NOTES TO THE CONSOLIDATED FINANCIAL STATEMENTS
(UNAUDITED)
1. SUMMARY OF SIGNIFICANT ACCOUNTING POLICIES
Certain information and footnote disclosures, normally included in
financial statements prepared in accordance with generally accepted
accounting principles, have been condensed or omitted in this Form
10-QSB in compliance with the Rules and Regulations of the Securities
and Exchange Commission. However, in the opinion of Interfoods of
America, Inc. ("the Company"), the disclosures contained in this Form
10-QSB are adequate to make the information presented fairly. See Report
10-KSB for the year ended September 30, 1996 for additional information
relevant to significant accounting policies followed by the Company.
BASIS OF PRESENTATION
In the opinion of the Company, the accompanying unaudited consolidated
financial statements reflect all adjustments (consisting of normal
recurring accruals) necessary to present fairly the financial position
as of December 31, 1996 and the results of operations for the three
month period ended December 31, 1996 and 1995 and cash flows for each of
the three month periods ended December 31, 1996 and 1995. The results of
operations for the three month period ended December 31, 1996 are not
necessarily indicative of the results which may be expected for the
entire year. Certain 1995 amounts have been reclassified to conform to
the 1996 presentation.
In May, 1996, the Company purchased all of the outstanding stock of
Sailormen, Inc. (Sailormen), an operator of eleven Popeye's Chicken and
Biscuits restaurants in South Florida. The purchase price consisted of
2,500,000 shares of the Company's stock.
2. PURCHASE OF RESTAURANTS
Interfoods acquired the assets of a company which operated four (4)

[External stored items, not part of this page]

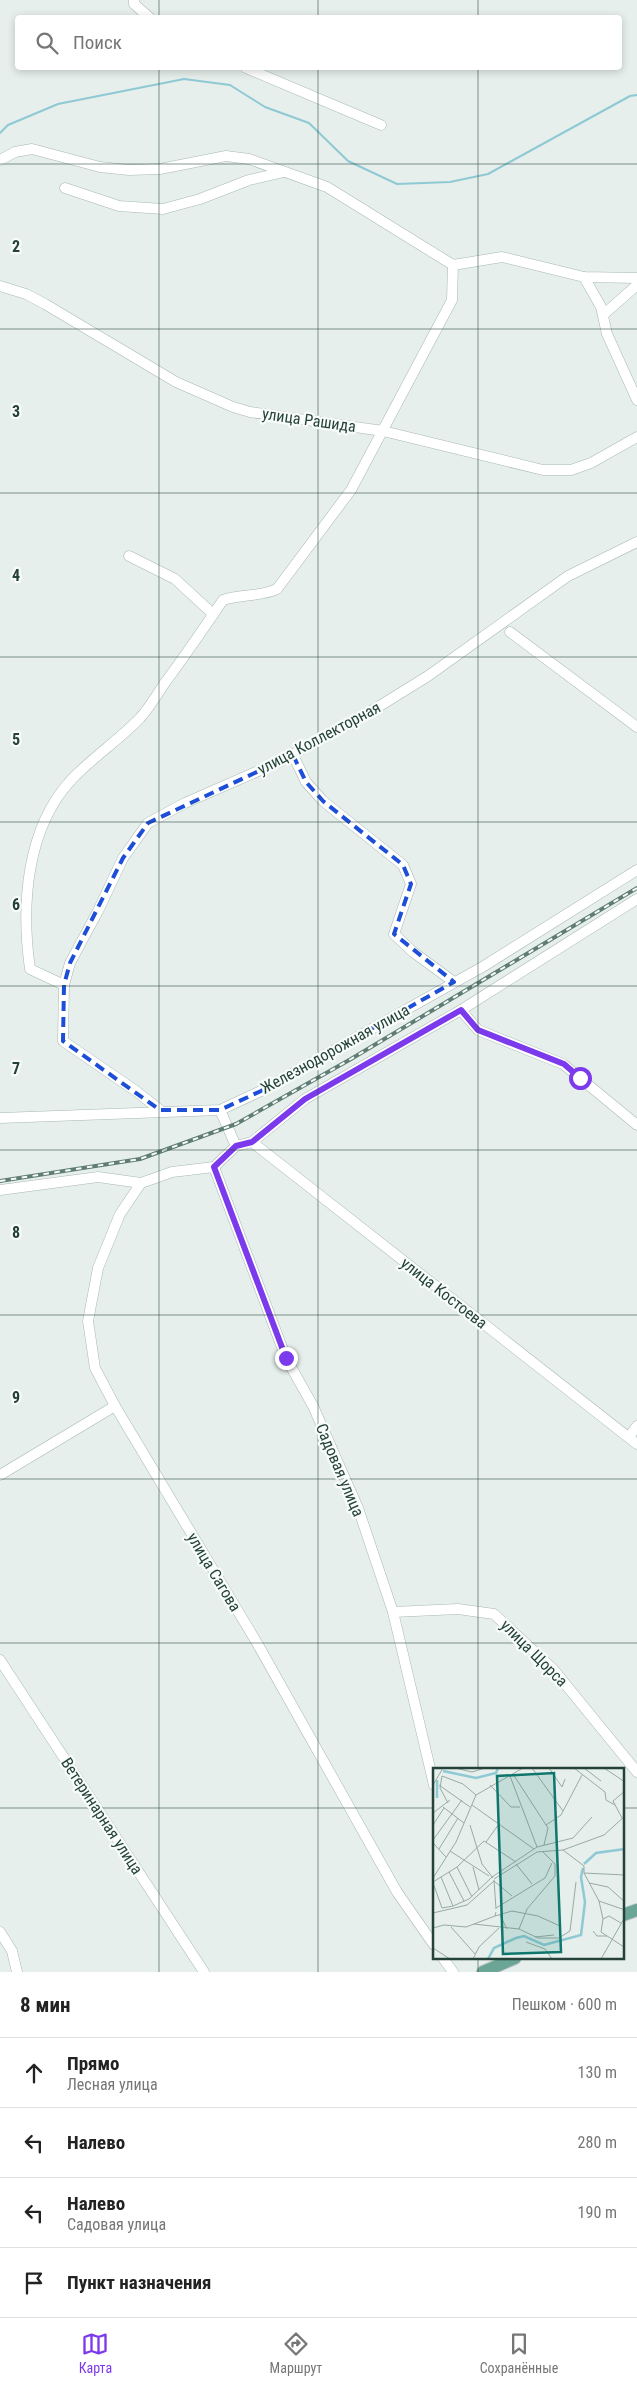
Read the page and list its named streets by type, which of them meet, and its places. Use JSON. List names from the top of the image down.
{
  "streets": {
    "street": [
      "улица Рашида",
      "улица Коллекторная",
      "Железнодорожная улица",
      "улица Костоева",
      "Садовая улица",
      "улица Сагова",
      "улица Щорса",
      "Ветеринарная улица"
    ]
  },
  "crossings": [
    ["улица Коллекторная", "Железнодорожная улица"],
    ["Садовая улица", "улица Щорса"]
  ],
  "page": {
    "search": "Поиск",
    "heading": ["8 мин", "Пешком · 600 m"],
    "list": [
      ["Прямо", "Лесная улица", "130 m"],
      ["Налево", "280 m"],
      ["Налево", "Садовая улица", "190 m"],
      "Пункт назначения"
    ],
    "nav": ["Карта", "Маршрут", "Сохранённые"]
  },
  "grid": {
    "rows": [
      "2",
      "3",
      "4",
      "5",
      "6",
      "7",
      "8",
      "9"
    ]
  }
}
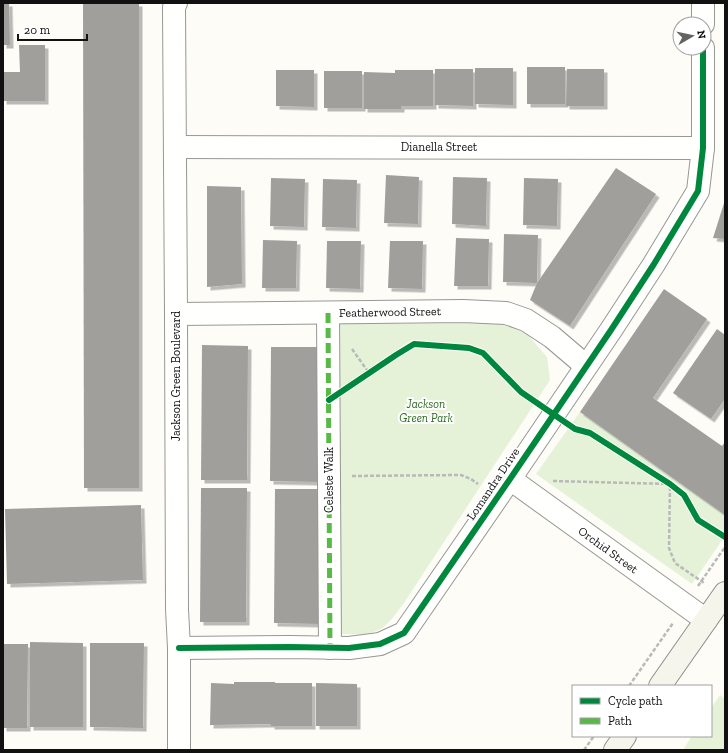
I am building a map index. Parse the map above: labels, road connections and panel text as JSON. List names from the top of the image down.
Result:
{
  "streets": {
    "street": [
      "Dianella Street",
      "Featherwood Street",
      "Jackson Green Boulevard",
      "Celeste Walk",
      "Lomandra Drive",
      "Orchid Street"
    ]
  },
  "crossings": [
    ["Dianella Street", "Jackson Green Boulevard"],
    ["Dianella Street", "Lomandra Drive"],
    ["Featherwood Street", "Jackson Green Boulevard"],
    ["Featherwood Street", "Celeste Walk"],
    ["Featherwood Street", "Lomandra Drive"],
    ["Jackson Green Boulevard", "Lomandra Drive"],
    ["Celeste Walk", "Lomandra Drive"],
    ["Lomandra Drive", "Orchid Street"]
  ],
  "parks": ["Jackson Green Park"],
  "legend": ["Cycle path", "Path"],
  "scale_bar": "20 m",
  "north": "right"
}
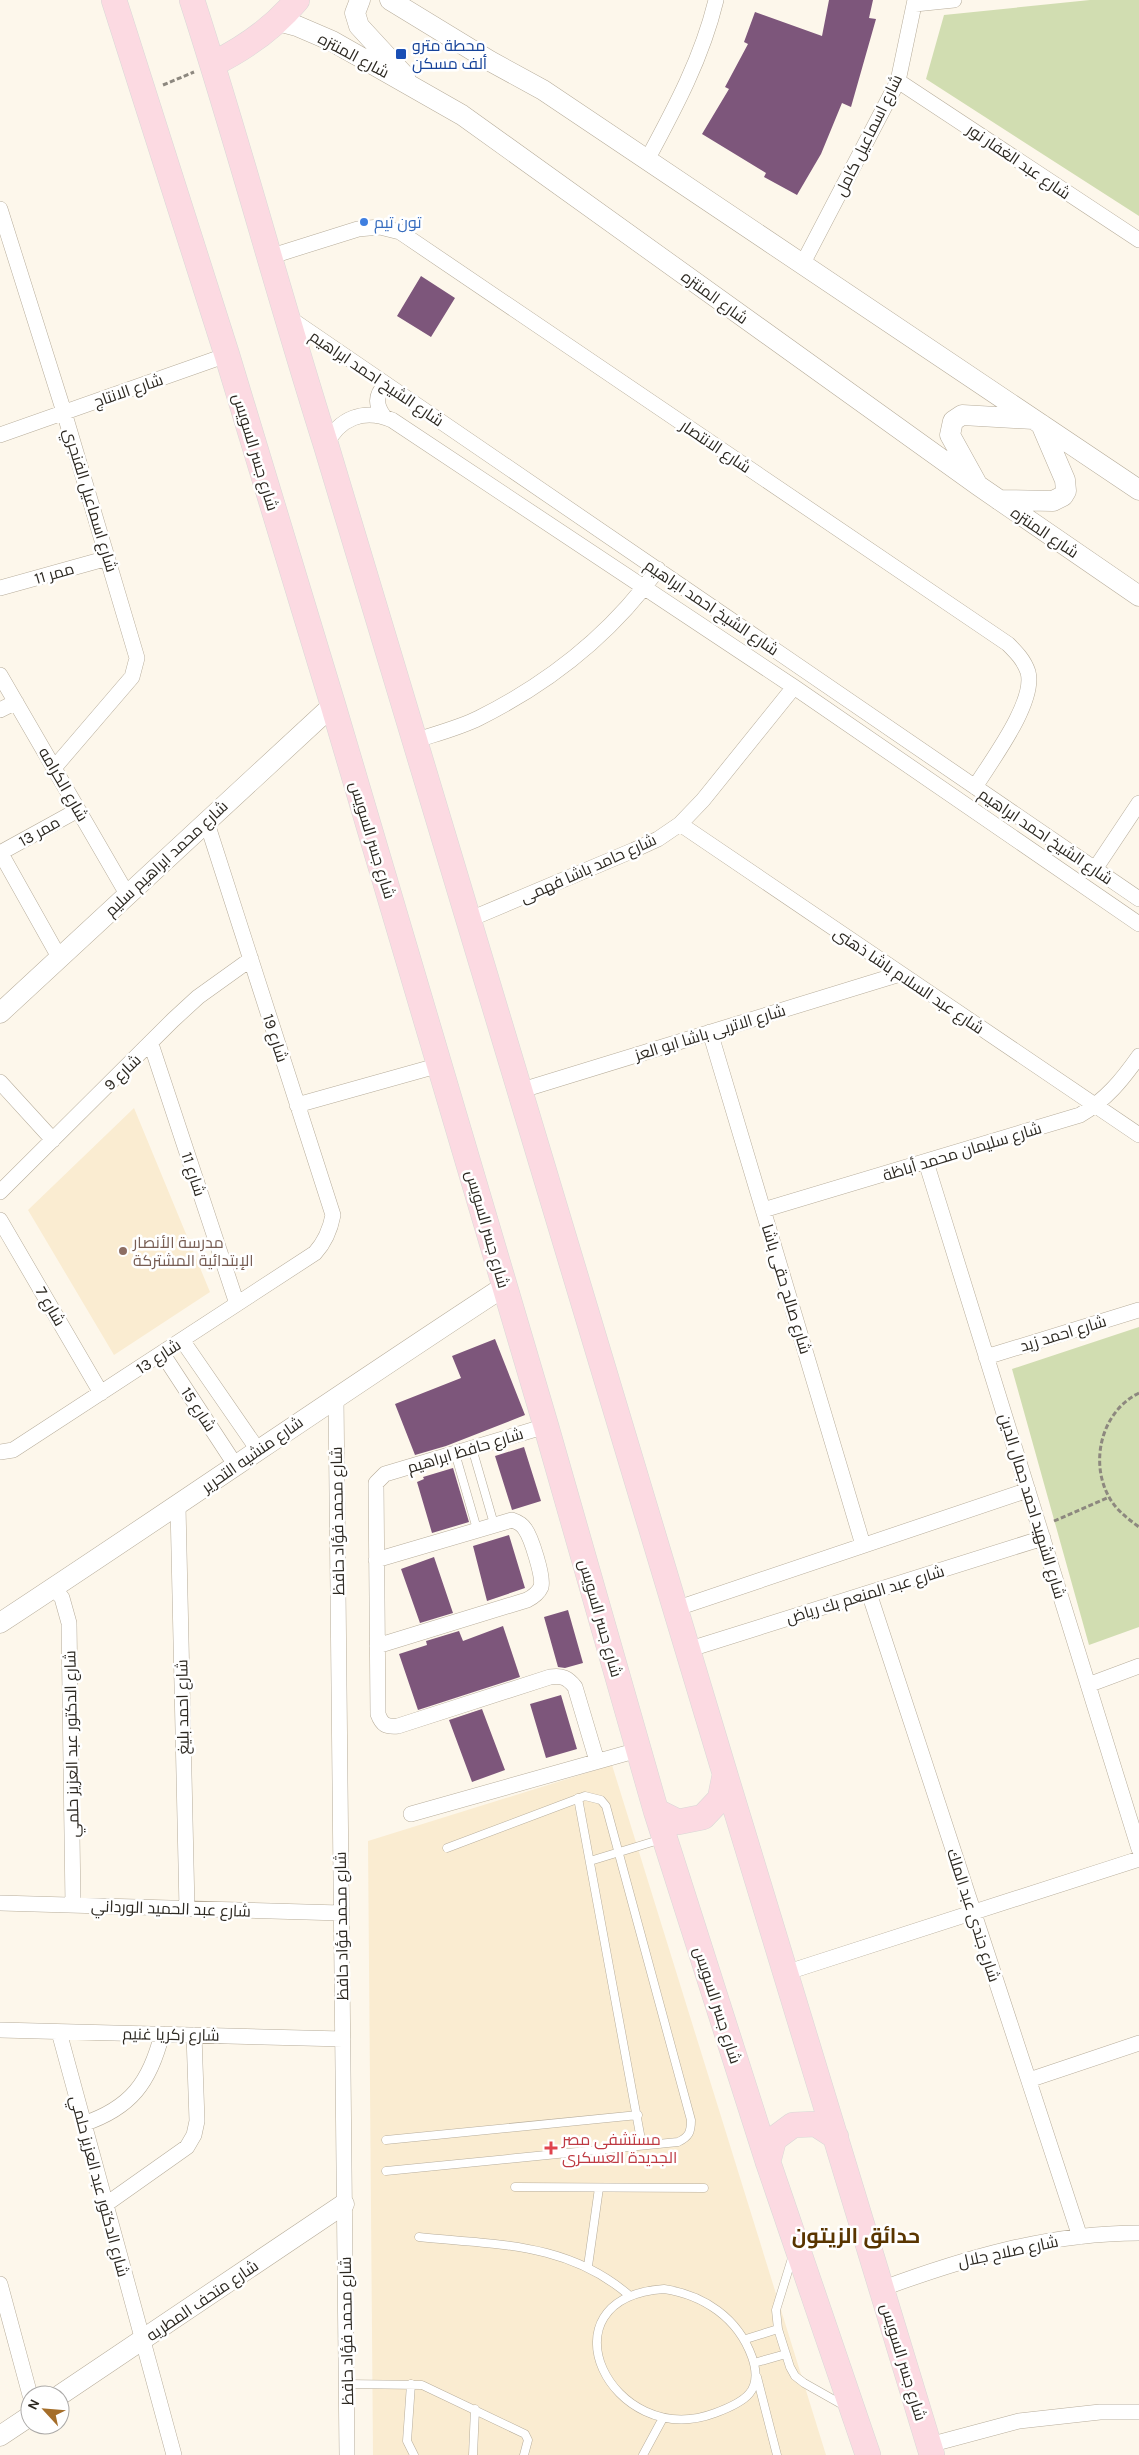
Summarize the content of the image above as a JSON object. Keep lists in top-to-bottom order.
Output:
{
  "streets": {
    "main road": ["شارع جسر السويس"],
    "street": [
      "شارع المنتزه",
      "شارع اسماعيل كامل",
      "شارع عبد الغفار نور",
      "شارع الشيخ احمد ابراهيم",
      "شارع الانتاج",
      "شارع الانتصار",
      "شارع اسماعيل الفنجري",
      "ممر 11",
      "شارع الكرامه",
      "ممر 13",
      "شارع محمد ابراهيم سليم",
      "شارع حامد باشا فهمى",
      "شارع عبد السلام باشا ذهنى",
      "شارع الاتربى باشا ابو العز",
      "شارع 19",
      "شارع 9",
      "شارع سليمان محمد أباظة",
      "شارع 11",
      "شارع صالح حقى باشا",
      "شارع 7",
      "شارع احمد زيد",
      "شارع 13",
      "شارع 15",
      "شارع حافظ ابراهيم",
      "شارع منشيه التحرير",
      "شارع الشهيد احمد جمال الدين",
      "شارع محمد فؤاد حافظ",
      "شارع عبد المنعم بك رياض",
      "شارع احمد بليغ",
      "شارع الدكتور عبد العزيز حلمي",
      "شارع عبد الحميد الورداني",
      "شارع جندى عبد الملك",
      "شارع زكريا غنيم",
      "شارع صلاح جلال",
      "شارع متحف المطريه"
    ]
  },
  "crossings": [
    ["شارع اسماعيل كامل", "شارع عبد الغفار نور"],
    ["شارع الشيخ احمد ابراهيم", "شارع الانتصار"],
    ["شارع الشيخ احمد ابراهيم", "شارع جسر السويس"],
    ["شارع الشيخ احمد ابراهيم", "شارع حامد باشا فهمى"],
    ["شارع الانتاج", "شارع جسر السويس"],
    ["شارع الانتاج", "شارع اسماعيل الفنجري"],
    ["شارع الانتصار", "شارع جسر السويس"],
    ["شارع جسر السويس", "شارع محمد ابراهيم سليم"],
    ["شارع جسر السويس", "شارع حامد باشا فهمى"],
    ["شارع جسر السويس", "شارع الاتربى باشا ابو العز"],
    ["شارع جسر السويس", "شارع حافظ ابراهيم"],
    ["شارع جسر السويس", "شارع منشيه التحرير"],
    ["شارع جسر السويس", "شارع عبد المنعم بك رياض"],
    ["شارع جسر السويس", "شارع صلاح جلال"],
    ["شارع اسماعيل الفنجري", "ممر 11"],
    ["شارع اسماعيل الفنجري", "شارع الكرامه"],
    ["شارع الكرامه", "ممر 13"],
    ["شارع الكرامه", "شارع محمد ابراهيم سليم"],
    ["شارع محمد ابراهيم سليم", "شارع 19"],
    ["شارع حامد باشا فهمى", "شارع عبد السلام باشا ذهنى"],
    ["شارع عبد السلام باشا ذهنى", "شارع الاتربى باشا ابو العز"],
    ["شارع عبد السلام باشا ذهنى", "شارع سليمان محمد أباظة"],
    ["شارع الاتربى باشا ابو العز", "شارع صالح حقى باشا"],
    ["شارع 19", "شارع 9"],
    ["شارع 19", "شارع 13"],
    ["شارع 9", "شارع 11"],
    ["شارع سليمان محمد أباظة", "شارع صالح حقى باشا"],
    ["شارع سليمان محمد أباظة", "شارع الشهيد احمد جمال الدين"],
    ["شارع 11", "شارع 13"],
    ["شارع 7", "شارع 13"],
    ["شارع احمد زيد", "شارع الشهيد احمد جمال الدين"],
    ["شارع 13", "شارع 15"],
    ["شارع 15", "شارع منشيه التحرير"],
    ["شارع منشيه التحرير", "شارع محمد فؤاد حافظ"],
    ["شارع منشيه التحرير", "شارع احمد بليغ"],
    ["شارع منشيه التحرير", "شارع الدكتور عبد العزيز حلمي"],
    ["شارع الشهيد احمد جمال الدين", "شارع عبد المنعم بك رياض"],
    ["شارع محمد فؤاد حافظ", "شارع عبد الحميد الورداني"],
    ["شارع محمد فؤاد حافظ", "شارع زكريا غنيم"],
    ["شارع محمد فؤاد حافظ", "شارع متحف المطريه"],
    ["شارع عبد المنعم بك رياض", "شارع جندى عبد الملك"],
    ["شارع احمد بليغ", "شارع عبد الحميد الورداني"],
    ["شارع الدكتور عبد العزيز حلمي", "شارع عبد الحميد الورداني"],
    ["شارع الدكتور عبد العزيز حلمي", "شارع زكريا غنيم"],
    ["شارع الدكتور عبد العزيز حلمي", "شارع متحف المطريه"],
    ["شارع جندى عبد الملك", "شارع صلاح جلال"]
  ],
  "districts": ["حدائق الزيتون"],
  "places": {
    "transit": ["محطة مترو ألف مسكن"],
    "other": ["تون تيم", "مدرسة الأنصار الإبتدائية المشتركة"],
    "health": ["مستشفى مصر الجديدة العسكرى"]
  },
  "north": "top left"
}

Popeye's Chicken and biscuits restaurants in Birmingham, Alabama. The
purchase price consisted of $50,000 cash plus 228,640 shares of the
Company's restricted Class A preferred stock. The preferred shares are
convertible into common shares on a one for one basis at the
shareholders election in equal amount or increments of $50,000 cash,
over a period of eight quarters, beginning three months from date of
acquisition. The preferred shares have no voting rights until converted
to common, and are entitled to an annual dividend of 6%.
<PAGE>
PART I
FINANCIAL INFORMATION
ITEM 1. FINANCIAL STATEMENTS
SEE ATTACHED FINANCIAL STATEMENTS OF THE ISSUER.
ITEM 2. MANAGEMENT'S DISCUSSION AND ANALYSIS OR PLAN OF
OPERATIONS.
The following discussion and analysis should be read in
conjunction with the financial statements and notes thereto appearing
elsewhere in this report and together with the Company's Form 10-KSB for
the year ended September 30, 1996.
RESULTS OF OPERATIONS
THREE MONTHS ENDED DECEMBER 31, 1996 COMPARED TO DECEMBER 31,
1995
For the three months ended December 31, 1996, ("first quarter
fiscal 1997"), the Company had total revenues of $3,493,950 compared to
total revenues of $125,123 for the three months ended December 31, 1995.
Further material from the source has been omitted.